Mesela; “Asgari ücretlilere zam enflasyonun çok altında kalırken, 6 Şubat depreminde evlerini kaybeden yurttaşlarımız konteynerlerde yaşamaya çalışırken, ulaştırma bakanı ‘AFAD Suriye’de altyapı yatırımları yapacak’ diyor, Ali Yerlikaya ise ‘Suriyelilere ev yapacağız’ diyor. Türk halkı ezilmeye ve sömürülmeye devam edecek” demiş, bütçenin Türk vatandaşları için değil, Suriyeliler için kullanımını eleştirmiş.
En büyük suçlarından bir tanesi de Kayserileri tahrik etmek ki orada çıkan olayların sorumlusu gösterilmiş.
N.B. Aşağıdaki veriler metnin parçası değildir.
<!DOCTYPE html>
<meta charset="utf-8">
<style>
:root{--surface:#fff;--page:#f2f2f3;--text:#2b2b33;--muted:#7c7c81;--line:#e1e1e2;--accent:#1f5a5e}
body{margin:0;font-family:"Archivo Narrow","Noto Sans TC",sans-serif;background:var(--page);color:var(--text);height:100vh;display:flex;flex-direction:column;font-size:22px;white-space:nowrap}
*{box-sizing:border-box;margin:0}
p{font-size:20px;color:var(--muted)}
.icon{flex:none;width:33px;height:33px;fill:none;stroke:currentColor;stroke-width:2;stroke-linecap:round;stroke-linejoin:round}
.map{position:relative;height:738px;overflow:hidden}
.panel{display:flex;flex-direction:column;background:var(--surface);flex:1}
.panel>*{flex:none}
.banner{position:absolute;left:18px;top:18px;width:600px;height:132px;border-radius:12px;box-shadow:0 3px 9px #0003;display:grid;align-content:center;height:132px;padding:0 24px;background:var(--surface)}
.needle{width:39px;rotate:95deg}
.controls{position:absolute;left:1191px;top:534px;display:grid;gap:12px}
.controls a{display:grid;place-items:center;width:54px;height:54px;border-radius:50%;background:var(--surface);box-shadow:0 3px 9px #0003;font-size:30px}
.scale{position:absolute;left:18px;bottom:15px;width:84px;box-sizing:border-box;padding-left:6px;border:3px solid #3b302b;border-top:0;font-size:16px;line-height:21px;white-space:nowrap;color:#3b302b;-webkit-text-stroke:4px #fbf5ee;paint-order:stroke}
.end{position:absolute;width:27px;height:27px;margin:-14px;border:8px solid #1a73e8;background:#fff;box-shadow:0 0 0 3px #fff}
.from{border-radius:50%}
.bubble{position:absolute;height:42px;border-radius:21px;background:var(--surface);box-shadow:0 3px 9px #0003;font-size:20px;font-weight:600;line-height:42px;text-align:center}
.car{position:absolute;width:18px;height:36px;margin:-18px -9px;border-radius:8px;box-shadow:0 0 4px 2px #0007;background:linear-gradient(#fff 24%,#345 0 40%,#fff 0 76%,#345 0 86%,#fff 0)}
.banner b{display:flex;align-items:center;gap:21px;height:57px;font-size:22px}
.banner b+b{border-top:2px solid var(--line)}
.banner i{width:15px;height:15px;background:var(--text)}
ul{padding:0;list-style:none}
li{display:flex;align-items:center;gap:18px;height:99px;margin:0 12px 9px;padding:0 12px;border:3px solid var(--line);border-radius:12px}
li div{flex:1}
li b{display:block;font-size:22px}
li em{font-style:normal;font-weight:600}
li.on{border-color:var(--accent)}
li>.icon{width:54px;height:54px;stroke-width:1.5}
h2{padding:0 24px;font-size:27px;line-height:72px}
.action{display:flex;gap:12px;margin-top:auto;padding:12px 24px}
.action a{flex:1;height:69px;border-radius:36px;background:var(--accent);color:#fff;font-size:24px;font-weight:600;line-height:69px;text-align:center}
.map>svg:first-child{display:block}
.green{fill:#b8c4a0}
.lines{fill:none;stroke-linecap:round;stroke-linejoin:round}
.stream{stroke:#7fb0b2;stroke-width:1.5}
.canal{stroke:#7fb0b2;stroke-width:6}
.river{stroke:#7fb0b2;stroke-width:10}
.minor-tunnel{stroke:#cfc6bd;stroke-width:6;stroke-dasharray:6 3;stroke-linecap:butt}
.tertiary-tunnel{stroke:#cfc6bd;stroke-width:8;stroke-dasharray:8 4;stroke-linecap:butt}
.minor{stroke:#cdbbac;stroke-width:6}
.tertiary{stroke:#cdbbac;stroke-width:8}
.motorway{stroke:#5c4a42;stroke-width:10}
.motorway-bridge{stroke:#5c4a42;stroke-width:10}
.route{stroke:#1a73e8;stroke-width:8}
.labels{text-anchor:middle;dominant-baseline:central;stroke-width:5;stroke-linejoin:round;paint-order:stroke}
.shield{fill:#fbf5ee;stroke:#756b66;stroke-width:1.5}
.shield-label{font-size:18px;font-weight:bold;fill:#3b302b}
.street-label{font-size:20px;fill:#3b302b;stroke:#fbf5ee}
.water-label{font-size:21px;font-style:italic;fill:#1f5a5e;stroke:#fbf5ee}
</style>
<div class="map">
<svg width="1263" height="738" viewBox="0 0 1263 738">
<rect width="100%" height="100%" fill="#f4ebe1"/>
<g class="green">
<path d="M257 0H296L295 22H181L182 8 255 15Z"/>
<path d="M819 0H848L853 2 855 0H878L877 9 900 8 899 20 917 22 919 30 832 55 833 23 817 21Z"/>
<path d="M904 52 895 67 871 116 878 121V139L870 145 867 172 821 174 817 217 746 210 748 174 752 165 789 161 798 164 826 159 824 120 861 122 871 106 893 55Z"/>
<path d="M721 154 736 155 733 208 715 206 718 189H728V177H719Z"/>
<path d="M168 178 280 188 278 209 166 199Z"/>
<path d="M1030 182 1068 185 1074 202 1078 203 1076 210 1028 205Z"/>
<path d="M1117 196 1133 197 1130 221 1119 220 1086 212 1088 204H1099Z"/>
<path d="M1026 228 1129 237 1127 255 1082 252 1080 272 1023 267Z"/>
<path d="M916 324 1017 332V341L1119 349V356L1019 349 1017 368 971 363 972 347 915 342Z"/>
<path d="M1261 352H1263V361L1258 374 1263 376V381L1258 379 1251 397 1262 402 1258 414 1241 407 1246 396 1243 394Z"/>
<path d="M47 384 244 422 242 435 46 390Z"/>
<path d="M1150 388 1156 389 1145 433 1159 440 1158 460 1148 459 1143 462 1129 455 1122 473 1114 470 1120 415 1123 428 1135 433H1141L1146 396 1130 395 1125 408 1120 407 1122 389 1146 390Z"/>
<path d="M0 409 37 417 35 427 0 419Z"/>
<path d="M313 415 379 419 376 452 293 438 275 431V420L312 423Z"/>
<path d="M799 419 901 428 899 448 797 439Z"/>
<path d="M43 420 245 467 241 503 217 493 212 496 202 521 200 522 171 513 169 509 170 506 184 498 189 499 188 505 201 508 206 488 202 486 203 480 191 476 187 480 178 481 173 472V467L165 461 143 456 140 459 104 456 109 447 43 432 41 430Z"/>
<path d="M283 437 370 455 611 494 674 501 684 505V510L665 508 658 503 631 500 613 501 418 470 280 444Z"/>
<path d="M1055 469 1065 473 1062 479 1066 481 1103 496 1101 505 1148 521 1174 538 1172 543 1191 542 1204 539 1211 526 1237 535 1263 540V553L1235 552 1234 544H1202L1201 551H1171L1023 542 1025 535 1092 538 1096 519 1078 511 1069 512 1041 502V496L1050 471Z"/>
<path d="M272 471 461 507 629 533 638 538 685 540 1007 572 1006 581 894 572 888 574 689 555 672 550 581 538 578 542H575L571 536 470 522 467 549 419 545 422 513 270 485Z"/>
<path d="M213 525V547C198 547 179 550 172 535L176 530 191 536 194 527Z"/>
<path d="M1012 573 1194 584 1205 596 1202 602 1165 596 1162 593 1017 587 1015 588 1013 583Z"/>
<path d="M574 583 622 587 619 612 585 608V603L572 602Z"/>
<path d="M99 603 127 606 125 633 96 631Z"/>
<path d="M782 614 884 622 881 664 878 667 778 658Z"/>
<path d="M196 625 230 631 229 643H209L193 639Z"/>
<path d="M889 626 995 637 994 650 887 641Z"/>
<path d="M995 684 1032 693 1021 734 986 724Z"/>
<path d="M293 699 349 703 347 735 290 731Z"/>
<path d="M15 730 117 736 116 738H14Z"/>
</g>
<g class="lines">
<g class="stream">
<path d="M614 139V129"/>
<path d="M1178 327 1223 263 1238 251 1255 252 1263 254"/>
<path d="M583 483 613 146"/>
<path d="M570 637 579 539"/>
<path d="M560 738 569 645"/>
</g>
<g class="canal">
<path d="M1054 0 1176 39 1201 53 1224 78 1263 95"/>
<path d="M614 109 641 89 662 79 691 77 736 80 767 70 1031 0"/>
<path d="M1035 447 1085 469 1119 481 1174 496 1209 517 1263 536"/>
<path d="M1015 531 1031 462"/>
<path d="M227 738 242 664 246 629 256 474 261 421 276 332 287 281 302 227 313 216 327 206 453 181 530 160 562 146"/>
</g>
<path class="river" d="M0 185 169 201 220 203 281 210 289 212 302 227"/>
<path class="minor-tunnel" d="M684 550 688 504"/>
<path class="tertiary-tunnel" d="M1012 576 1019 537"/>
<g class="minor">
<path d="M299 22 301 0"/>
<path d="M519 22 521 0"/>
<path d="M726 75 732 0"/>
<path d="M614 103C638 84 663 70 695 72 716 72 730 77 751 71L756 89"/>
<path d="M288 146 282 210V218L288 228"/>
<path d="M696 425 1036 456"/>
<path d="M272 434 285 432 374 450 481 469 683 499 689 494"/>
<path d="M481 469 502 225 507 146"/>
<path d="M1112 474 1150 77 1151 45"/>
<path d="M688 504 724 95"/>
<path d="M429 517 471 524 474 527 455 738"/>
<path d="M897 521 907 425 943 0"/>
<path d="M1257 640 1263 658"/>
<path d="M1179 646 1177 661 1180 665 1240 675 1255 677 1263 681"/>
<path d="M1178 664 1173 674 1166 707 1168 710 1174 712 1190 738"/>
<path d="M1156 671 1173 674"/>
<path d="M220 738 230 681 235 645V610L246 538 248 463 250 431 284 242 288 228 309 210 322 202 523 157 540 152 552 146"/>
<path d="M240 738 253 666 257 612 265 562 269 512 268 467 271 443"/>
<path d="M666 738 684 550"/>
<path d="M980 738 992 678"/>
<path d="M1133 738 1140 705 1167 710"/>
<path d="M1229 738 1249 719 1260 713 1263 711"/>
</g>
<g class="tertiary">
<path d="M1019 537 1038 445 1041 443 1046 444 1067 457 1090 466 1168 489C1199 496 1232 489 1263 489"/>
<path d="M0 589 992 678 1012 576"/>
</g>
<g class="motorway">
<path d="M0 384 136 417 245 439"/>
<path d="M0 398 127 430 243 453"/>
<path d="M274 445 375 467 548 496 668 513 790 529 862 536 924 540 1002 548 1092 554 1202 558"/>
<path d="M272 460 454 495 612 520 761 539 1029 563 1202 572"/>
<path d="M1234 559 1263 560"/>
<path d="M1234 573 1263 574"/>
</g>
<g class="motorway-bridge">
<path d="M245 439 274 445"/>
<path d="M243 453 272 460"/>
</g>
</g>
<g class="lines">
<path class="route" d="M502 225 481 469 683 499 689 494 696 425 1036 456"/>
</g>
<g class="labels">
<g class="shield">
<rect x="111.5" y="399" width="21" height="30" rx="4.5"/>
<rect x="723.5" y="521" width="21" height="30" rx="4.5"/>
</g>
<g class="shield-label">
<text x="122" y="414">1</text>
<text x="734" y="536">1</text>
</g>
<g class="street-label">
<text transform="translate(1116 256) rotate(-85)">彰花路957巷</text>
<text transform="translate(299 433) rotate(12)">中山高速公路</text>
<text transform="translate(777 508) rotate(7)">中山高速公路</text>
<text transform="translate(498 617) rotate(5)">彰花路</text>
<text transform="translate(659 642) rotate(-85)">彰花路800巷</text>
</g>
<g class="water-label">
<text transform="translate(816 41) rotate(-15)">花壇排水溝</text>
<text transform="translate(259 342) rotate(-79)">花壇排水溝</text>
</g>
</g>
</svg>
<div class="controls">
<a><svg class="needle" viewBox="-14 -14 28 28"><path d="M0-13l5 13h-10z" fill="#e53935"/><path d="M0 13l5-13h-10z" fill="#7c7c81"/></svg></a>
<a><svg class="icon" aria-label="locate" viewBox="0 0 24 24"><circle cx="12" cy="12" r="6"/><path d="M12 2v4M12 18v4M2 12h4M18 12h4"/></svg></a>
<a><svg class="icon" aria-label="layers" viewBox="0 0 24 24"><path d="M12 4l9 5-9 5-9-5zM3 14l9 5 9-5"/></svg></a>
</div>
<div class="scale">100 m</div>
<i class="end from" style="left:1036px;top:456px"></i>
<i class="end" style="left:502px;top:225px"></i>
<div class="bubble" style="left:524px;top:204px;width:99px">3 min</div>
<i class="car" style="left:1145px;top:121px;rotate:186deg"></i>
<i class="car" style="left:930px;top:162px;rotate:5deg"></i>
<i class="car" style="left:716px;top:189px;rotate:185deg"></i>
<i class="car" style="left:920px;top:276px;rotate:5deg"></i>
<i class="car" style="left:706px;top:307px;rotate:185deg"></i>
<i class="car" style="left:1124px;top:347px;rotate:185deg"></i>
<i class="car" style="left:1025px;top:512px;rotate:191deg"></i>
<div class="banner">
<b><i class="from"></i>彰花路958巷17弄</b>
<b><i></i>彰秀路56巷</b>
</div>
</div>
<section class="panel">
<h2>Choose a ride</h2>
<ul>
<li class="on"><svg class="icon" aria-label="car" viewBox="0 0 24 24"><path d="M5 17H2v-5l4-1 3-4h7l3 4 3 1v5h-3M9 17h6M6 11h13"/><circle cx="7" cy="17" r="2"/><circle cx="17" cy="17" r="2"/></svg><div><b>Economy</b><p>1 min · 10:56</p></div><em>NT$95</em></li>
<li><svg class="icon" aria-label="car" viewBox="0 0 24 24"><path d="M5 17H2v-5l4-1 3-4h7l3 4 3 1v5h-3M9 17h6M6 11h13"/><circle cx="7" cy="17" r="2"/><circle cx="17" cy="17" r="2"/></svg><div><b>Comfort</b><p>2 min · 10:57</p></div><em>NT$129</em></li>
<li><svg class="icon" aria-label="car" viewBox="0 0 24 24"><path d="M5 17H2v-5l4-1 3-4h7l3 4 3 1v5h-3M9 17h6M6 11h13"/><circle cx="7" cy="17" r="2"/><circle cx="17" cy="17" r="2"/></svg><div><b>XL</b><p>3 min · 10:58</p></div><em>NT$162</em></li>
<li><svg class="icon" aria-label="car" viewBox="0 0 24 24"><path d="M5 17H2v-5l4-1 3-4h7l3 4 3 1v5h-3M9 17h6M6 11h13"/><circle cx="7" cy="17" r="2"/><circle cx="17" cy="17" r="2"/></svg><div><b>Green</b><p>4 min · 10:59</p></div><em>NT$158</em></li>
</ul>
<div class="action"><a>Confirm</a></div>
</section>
Oysa, Özdağ hakkında soruşturma Kayseri olaylarının bitişinden 201 gün sonra açılıyor.
Dahası, Kayseri’deki olaylar, 30 Haziran gecesi, Kayseri’de bir çocuk tacizi şüphelisine yönelik tepkilerin bir anda büyümesiyle yaşandı.
Özdağ, olaylardan 4 yıl önce attığı mesajla ortalığı karıştırmaktan suçlanıyor.
Yine dahası, Kayseri’de 989 kişiye soruşturma açılmış, 23’ü tutuklanmış, 712 kişi doğrudan, 254 kişi adli kontrol ile serbest bırakılmış.
Sıkı durun; Bu kişiler arasında Zafer Partili yok.
Olmaması da doğal çünkü her ne kadar iddianame hazırlanırken gözden kaçtıysa da(!) Ümit Özdağ’ın Kayseri için sükûnet çağrısı yapan açıklaması var. Canlı yayında “Vuralım, yakalım’ diyenlere şüpheyle bakın. Ya ajandır ya salak. İkisine de itibar etmeyin” açıklaması var.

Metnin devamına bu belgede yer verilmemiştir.